Adding @azureml-github for greater visibility so we can start making progress on this.
@annatisch Regarding azure-core dependency. This is just pinning the major version removes a yanked version. Any issues for lower version being pinned ?
This should be easy to align to latest core
"azure-core<2.0.0,>=1.19.1,!=1.22.0",
@singankit - no there's no issue with pinning the lower version - this should be fine.
azure-storage
- Should be able to remove unused storage libs
- Multiple deps because provider may be unknown to user pathspec
- Investigate possibility of replacing or vendoring the one function that is being used. azure-identity
- Vendoring any base classes as needed.
marshmallow
- Used for schema tools, not customer facing (i.e. could be refactored out without breaking changes)
- Chat to Johan about this one - do we need archboard approval. applicationinsights
- Can raise with archboard for further review tqdm
dependency on azure-identity has been removed.
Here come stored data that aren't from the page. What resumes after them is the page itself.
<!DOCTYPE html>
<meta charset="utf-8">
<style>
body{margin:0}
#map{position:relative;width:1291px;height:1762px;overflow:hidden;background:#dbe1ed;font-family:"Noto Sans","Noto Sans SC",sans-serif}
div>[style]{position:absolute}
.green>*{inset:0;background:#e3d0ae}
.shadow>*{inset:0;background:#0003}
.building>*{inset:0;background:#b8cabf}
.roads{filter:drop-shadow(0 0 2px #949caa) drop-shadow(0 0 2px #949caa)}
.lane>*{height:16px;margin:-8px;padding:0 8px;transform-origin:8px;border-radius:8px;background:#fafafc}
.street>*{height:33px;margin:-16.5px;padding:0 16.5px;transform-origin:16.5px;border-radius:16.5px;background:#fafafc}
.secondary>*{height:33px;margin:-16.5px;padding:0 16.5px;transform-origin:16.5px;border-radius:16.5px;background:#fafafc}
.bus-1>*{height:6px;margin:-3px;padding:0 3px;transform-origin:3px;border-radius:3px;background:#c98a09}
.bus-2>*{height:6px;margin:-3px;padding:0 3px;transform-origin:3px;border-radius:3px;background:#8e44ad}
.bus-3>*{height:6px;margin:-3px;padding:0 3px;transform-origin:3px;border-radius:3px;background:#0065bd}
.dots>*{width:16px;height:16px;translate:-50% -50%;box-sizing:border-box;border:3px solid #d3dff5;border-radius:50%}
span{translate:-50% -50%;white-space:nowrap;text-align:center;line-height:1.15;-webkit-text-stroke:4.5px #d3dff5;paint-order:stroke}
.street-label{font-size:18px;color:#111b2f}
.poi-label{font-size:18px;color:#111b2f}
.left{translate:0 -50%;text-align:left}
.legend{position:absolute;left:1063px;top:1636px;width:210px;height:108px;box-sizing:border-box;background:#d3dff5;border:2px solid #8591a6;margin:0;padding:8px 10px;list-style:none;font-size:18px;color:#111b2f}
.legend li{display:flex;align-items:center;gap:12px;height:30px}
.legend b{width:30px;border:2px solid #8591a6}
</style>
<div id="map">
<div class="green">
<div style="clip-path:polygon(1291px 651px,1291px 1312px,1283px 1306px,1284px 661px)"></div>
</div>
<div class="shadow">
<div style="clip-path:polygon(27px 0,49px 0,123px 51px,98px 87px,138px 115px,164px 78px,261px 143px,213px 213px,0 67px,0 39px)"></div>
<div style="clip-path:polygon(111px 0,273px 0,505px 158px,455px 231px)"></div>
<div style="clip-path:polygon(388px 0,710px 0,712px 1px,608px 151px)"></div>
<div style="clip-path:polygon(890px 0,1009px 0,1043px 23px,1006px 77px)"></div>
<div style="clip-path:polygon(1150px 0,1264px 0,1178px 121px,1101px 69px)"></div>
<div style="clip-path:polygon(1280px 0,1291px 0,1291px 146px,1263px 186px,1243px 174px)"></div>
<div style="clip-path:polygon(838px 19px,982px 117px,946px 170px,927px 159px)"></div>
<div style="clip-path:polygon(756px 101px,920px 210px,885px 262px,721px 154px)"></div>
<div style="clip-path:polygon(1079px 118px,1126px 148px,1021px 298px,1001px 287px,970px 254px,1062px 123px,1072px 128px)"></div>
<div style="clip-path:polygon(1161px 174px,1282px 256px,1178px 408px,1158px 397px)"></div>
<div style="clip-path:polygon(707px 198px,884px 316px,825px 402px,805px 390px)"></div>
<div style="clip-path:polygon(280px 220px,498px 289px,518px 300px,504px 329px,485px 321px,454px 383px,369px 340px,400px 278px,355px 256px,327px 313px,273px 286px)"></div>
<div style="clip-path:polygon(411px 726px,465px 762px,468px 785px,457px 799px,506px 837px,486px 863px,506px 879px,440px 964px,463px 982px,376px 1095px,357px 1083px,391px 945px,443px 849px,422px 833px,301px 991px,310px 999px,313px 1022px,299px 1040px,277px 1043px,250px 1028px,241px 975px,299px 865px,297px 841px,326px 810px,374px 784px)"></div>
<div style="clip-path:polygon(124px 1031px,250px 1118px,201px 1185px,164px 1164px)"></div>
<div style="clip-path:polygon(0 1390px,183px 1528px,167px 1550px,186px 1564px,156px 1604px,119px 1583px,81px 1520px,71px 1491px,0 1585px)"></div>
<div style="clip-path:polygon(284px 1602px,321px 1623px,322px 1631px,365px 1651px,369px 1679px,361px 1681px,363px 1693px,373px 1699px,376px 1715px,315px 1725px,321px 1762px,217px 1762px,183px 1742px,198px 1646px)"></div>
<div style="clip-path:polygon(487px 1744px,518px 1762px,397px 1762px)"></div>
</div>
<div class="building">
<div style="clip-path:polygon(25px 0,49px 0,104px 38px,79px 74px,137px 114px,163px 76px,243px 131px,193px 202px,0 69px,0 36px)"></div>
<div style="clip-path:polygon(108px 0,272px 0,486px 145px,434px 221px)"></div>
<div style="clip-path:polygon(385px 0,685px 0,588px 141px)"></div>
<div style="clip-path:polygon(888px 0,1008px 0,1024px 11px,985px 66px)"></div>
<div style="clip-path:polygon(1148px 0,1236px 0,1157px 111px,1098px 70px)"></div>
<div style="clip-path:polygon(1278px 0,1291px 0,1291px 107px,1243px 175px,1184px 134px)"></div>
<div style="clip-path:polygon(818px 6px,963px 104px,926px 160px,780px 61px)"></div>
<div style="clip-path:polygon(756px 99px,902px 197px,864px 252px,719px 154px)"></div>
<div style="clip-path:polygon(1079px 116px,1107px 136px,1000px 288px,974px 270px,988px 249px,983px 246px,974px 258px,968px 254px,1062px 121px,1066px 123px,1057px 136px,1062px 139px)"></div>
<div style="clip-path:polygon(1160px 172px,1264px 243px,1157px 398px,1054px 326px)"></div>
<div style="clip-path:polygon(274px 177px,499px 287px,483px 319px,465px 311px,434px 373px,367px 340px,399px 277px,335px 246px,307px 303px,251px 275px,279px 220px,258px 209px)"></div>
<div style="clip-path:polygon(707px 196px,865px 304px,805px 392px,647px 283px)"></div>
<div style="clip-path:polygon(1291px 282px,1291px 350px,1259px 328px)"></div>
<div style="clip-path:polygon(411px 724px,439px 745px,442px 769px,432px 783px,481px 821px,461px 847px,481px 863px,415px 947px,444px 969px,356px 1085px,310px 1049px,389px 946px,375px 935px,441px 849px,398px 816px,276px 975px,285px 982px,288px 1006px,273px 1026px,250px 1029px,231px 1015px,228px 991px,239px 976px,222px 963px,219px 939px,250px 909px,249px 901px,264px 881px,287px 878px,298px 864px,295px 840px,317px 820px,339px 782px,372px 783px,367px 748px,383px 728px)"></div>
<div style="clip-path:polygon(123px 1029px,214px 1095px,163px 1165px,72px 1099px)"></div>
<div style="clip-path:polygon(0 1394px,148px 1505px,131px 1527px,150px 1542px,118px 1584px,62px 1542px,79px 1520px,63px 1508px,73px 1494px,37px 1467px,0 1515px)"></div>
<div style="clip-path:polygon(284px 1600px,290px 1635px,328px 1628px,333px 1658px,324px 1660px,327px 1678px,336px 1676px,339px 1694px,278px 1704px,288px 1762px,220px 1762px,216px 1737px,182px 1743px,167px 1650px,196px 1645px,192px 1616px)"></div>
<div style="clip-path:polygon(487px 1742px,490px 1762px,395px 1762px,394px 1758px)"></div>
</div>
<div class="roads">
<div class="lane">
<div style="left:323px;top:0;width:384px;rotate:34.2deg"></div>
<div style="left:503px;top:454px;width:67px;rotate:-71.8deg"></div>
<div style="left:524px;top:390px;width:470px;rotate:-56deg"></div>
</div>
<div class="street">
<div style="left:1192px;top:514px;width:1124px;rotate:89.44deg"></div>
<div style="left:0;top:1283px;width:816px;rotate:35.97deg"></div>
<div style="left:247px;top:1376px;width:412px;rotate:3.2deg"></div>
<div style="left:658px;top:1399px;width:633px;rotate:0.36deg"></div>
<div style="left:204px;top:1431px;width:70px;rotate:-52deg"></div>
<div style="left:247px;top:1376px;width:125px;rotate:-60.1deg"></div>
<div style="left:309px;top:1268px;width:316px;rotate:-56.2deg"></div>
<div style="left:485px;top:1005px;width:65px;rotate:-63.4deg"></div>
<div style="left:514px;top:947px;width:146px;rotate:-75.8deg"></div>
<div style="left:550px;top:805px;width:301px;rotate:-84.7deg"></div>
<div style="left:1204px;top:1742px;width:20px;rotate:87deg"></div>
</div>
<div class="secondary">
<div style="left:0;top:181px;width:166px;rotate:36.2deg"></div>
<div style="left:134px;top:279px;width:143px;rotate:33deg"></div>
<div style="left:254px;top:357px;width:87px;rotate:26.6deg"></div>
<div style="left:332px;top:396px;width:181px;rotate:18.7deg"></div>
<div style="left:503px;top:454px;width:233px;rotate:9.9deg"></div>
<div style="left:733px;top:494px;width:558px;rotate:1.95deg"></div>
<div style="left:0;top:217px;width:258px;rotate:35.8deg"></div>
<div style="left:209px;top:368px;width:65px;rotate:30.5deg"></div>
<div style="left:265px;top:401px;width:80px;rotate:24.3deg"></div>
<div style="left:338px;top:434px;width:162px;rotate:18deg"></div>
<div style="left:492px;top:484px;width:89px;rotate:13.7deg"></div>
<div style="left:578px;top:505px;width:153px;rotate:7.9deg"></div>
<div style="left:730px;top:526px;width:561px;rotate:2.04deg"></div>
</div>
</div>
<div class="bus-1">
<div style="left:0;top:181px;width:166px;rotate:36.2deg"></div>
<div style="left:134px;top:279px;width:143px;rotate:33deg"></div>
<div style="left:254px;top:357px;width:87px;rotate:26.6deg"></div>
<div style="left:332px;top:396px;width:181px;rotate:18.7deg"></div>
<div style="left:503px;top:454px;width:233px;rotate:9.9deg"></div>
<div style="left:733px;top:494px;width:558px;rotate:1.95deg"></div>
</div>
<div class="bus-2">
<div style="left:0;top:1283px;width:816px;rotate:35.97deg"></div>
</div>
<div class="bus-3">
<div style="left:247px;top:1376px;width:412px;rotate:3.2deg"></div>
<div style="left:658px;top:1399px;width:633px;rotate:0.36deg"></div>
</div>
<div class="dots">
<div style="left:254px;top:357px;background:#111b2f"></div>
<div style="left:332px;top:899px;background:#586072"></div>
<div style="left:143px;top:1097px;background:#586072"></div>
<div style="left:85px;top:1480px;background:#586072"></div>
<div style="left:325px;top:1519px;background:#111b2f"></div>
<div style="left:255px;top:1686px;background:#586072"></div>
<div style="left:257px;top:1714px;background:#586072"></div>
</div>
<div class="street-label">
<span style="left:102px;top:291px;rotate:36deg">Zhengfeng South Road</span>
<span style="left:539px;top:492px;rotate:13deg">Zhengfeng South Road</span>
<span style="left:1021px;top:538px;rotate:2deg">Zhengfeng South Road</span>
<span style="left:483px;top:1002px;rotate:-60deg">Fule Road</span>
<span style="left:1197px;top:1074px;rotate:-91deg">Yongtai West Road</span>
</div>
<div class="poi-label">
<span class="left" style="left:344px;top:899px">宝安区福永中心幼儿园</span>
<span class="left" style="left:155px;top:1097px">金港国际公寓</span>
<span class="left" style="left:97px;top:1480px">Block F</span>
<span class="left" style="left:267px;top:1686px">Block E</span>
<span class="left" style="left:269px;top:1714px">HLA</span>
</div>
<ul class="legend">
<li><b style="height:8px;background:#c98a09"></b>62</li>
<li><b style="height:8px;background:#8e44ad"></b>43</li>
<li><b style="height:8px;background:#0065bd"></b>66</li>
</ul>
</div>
We can have major version upper bounds.
storage dependency - this should be good to have
pathspec - @annatisch had a PR to vendor it. Currently under Mozilla 2.0. Check with CELA contact for the license
tqdm. colorama - good for GA. Should showing progress bar be enable by default?
app insights - Needs separate discussion
azure-common - Leave it since generated code uses it.
@annatisch @singankit What work is left for this?
I think this is resolved now.